Under the super cycle, China's shipbuilding is far ahead
Against the backdrop of global economic recovery and the warming of international trade, China's shipbuilding industry has ushered in a "super cycle," with new ship orders significantly increasing, expected to rise from 3,591 in 2021 to 5,049 in 2024, an increase of nearly 41%. Chinese shipyards have enhanced their global market share through expansion and resumption of operations, currently accounting for nearly 65% of the order share, a significant increase from less than 10% in 2000. Meanwhile, the market shares of traditional shipbuilding powerhouses Japan and South Korea have significantly declined, facing challenges in technology and human resources
According to news from the shipping industry network, following the gradual reopening of the global economy and the recovery of international trade in the post-pandemic era, the demand for new shipbuilding has significantly surged. This trend is reflected in global orders, with the number of new ship orders increasing from 3,591 in 2021 to 5,049 by November 2024, a growth of nearly 41%.
However, the surge in demand has also led to tight shipyard slots and extended delivery times. Chinese shipyards have seized this historic opportunity, steadily increasing their share of global orders.

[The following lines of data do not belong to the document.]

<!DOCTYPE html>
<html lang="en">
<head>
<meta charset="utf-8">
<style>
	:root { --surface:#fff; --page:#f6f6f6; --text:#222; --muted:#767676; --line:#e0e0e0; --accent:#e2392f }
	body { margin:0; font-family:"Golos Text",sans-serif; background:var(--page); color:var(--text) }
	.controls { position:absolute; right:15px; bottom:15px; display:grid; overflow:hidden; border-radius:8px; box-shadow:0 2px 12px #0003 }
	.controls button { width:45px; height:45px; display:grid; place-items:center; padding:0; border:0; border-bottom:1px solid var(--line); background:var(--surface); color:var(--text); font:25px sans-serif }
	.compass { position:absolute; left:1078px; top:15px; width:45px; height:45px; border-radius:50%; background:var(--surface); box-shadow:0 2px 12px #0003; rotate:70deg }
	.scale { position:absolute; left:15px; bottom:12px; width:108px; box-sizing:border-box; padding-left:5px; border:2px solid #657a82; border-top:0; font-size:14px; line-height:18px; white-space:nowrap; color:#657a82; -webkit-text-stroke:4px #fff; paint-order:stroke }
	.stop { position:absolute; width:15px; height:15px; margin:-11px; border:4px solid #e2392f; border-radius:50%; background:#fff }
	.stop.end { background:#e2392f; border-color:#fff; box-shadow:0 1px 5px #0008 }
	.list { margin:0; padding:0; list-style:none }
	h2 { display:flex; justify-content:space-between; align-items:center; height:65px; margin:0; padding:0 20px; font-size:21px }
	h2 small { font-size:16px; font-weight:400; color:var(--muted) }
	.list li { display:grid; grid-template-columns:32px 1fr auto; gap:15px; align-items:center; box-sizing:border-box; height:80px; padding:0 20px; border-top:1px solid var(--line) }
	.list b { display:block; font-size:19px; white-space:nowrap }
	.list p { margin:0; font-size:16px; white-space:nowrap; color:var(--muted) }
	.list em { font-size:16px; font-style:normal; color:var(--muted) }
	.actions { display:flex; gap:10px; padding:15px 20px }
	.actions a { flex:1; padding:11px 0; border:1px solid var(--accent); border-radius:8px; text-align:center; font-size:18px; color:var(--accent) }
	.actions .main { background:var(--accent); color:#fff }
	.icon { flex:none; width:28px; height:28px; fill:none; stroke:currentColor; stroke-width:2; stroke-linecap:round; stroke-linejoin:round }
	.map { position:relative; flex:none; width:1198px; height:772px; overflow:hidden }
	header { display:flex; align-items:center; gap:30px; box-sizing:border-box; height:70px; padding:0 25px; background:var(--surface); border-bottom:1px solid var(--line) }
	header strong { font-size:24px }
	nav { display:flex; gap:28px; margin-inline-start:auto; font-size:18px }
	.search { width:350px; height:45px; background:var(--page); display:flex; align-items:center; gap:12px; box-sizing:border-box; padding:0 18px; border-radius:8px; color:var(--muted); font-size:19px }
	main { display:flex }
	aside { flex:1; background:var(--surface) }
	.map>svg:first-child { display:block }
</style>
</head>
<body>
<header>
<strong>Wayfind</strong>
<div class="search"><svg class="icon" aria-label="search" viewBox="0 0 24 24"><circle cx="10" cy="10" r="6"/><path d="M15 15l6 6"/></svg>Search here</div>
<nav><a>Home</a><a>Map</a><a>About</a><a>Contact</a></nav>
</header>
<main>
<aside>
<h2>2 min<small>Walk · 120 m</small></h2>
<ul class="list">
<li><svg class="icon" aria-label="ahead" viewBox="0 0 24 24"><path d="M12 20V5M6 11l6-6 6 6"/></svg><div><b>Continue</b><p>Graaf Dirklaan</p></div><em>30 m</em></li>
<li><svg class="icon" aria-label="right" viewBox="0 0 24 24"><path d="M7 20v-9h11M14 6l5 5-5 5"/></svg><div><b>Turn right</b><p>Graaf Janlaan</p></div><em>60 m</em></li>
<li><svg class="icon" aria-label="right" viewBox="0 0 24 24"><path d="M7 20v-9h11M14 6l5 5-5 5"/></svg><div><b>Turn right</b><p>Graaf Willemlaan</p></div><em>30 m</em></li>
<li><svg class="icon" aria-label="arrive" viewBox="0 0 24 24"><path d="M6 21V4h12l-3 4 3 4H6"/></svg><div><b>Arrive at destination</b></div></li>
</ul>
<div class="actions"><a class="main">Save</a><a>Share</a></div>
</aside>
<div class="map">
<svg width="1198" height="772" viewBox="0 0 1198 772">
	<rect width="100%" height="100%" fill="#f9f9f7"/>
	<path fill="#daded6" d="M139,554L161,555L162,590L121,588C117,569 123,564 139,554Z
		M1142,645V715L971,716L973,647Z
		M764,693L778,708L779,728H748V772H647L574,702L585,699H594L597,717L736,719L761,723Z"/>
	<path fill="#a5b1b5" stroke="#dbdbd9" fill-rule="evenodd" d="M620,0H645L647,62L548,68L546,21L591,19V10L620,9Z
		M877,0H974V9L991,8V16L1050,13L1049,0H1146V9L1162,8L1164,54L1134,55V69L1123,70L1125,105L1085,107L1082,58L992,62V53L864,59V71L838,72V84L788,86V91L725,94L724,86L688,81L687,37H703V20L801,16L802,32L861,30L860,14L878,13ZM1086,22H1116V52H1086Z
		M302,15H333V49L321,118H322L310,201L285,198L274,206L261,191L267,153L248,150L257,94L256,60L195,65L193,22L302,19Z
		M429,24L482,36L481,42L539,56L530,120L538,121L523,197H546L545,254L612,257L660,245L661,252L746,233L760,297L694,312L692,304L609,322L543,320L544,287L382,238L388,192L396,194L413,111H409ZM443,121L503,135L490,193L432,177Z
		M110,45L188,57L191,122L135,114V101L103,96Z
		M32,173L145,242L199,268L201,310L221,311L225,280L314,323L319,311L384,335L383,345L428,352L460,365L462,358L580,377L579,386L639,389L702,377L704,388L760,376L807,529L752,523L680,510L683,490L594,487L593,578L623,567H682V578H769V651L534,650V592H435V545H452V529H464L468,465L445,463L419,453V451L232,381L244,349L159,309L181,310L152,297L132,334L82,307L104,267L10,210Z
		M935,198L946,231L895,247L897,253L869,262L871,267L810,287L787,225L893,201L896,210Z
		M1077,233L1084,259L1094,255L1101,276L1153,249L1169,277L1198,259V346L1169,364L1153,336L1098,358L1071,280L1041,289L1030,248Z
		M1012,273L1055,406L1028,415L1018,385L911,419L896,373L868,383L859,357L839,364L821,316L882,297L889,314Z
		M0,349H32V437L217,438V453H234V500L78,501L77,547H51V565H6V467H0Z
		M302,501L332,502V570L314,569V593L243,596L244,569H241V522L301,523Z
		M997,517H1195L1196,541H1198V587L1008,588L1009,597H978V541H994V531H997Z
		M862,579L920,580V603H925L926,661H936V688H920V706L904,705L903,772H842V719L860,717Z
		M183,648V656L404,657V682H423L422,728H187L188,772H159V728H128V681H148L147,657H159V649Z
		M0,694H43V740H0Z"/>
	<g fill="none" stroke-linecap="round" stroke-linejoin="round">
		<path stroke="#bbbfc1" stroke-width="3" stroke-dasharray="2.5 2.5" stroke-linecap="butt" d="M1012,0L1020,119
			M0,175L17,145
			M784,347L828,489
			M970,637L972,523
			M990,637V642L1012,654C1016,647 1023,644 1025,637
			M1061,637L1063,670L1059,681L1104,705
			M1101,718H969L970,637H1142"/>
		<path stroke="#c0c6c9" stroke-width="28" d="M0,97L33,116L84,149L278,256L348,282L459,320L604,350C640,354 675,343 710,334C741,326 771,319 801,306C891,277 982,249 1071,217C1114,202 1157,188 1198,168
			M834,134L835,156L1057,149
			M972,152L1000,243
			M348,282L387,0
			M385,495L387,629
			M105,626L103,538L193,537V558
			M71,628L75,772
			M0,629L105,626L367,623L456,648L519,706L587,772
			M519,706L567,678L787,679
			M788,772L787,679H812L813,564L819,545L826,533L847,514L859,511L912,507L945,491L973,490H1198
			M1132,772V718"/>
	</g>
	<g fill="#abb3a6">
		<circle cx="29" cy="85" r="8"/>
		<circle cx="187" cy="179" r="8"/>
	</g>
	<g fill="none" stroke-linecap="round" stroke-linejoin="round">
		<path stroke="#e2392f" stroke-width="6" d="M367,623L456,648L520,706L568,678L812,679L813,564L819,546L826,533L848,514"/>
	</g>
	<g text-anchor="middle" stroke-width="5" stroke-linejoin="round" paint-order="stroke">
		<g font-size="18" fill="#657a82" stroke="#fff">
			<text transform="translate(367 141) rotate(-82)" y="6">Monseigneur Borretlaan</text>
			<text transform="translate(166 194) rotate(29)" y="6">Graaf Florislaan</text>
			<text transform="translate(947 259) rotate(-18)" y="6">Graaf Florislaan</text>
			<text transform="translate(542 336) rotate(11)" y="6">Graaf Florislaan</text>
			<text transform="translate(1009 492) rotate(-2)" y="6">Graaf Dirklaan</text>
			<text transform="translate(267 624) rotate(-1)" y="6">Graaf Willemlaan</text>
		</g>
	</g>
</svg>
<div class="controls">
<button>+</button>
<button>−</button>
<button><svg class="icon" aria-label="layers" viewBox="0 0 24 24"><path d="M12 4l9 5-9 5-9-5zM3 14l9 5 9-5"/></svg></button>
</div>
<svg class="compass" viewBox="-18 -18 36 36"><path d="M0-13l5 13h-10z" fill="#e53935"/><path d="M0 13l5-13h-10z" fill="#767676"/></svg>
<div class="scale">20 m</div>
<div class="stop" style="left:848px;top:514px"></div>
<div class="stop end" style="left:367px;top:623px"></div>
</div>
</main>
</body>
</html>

Rapid Expansion of Shipbuilding Capacity
The shipbuilding industry is entering a "super cycle," and Chinese shipyards are leading the necessary expansion of shipbuilding capacity by restarting and expanding to increase new shipbuilding capabilities. Nantong Xiangyu is one of the shipyards leading this expansion trend, increasing its annual production capacity by 60% through the acquisition of Jiangsu Hongqiang. New Era Shipbuilding plans to invest 5 billion yuan to promote its intelligent manufacturing project for new energy vessels. Hengli Heavy Industry is also expanding its capacity, investing 11 billion yuan to expand its dry dock, which will double its annual shipbuilding capacity. Another large private shipbuilding company in China, Yangtze River Shipbuilding Group, has also announced investments to create a green ship manufacturing base and expand shipyard capacity to respond to the new round of prosperity in the new shipbuilding market.
Significant Increase in Market Share
To gain a deeper understanding of the market fundamentals, it is necessary to look at the evolution of orders from Chinese, Japanese, and South Korean shipyards, as well as their share of global orders.
In short, the rapid expansion of China's shipbuilding industry is attributed to improvements in technology, enhanced innovation capabilities, market opportunities from global industrial transfer, and a strong workforce. Chinese shipbuilding has become a market leader, currently accounting for nearly 65% of the total global shipbuilding orders, compared to less than 10% in 2000, achieving impressive growth.
At the same time, the order share of Japanese and South Korean shipyards has decreased from 78% to 31% during the same period. Nevertheless, traditional shipbuilding powerhouses like South Korea and Japan still possess strong competitiveness. South Korean shipyards still hold a significant proportion of high-value-added ship orders, particularly LNG vessels, while Japan's shipbuilding industry has a long history and deep foundation. However, they are faced with a harsh reality—a lack of skilled industrial workers unable to meet the surge in market demand, leading to a sharp decline in market share.
Data from Greek brokerage Intermodal shows that as of November 2024, the order volume of Chinese shipyards reached 3,256 vessels, with a total deadweight tonnage of 224 million deadweight tons, an increase of 37% compared to 2023 and 72% compared to 2022 In terms of new orders, Chinese shipyards still dominate, receiving 1,338 vessels with a total of 103.9 million deadweight tons, accounting for 70% of global orders. Notably, Chinese shipyards received 89% of global container ship orders, 81% of bulk carrier orders, and 74% of tanker contracts.
China's rise as a dominant force in the global shipbuilding industry can be attributed to several factors, including strong government support, investment in new technologies, a strong industrial workforce, and large-scale production capabilities. Additionally, the complete industrial chain is also a significant reason for the rapid rise of Chinese shipbuilding.
In other words, from an economic perspective, this is also an inevitable result of market competition, reflecting the changes in the global economic structure. In summary, those who can grasp, adapt to, and meet market demands will occupy the market.
Looking ahead, with the current strong global demand for new shipbuilding, steady growth in orders, and rising new ship prices, the Chinese shipbuilding industry will continue to expand further and maintain its leading position.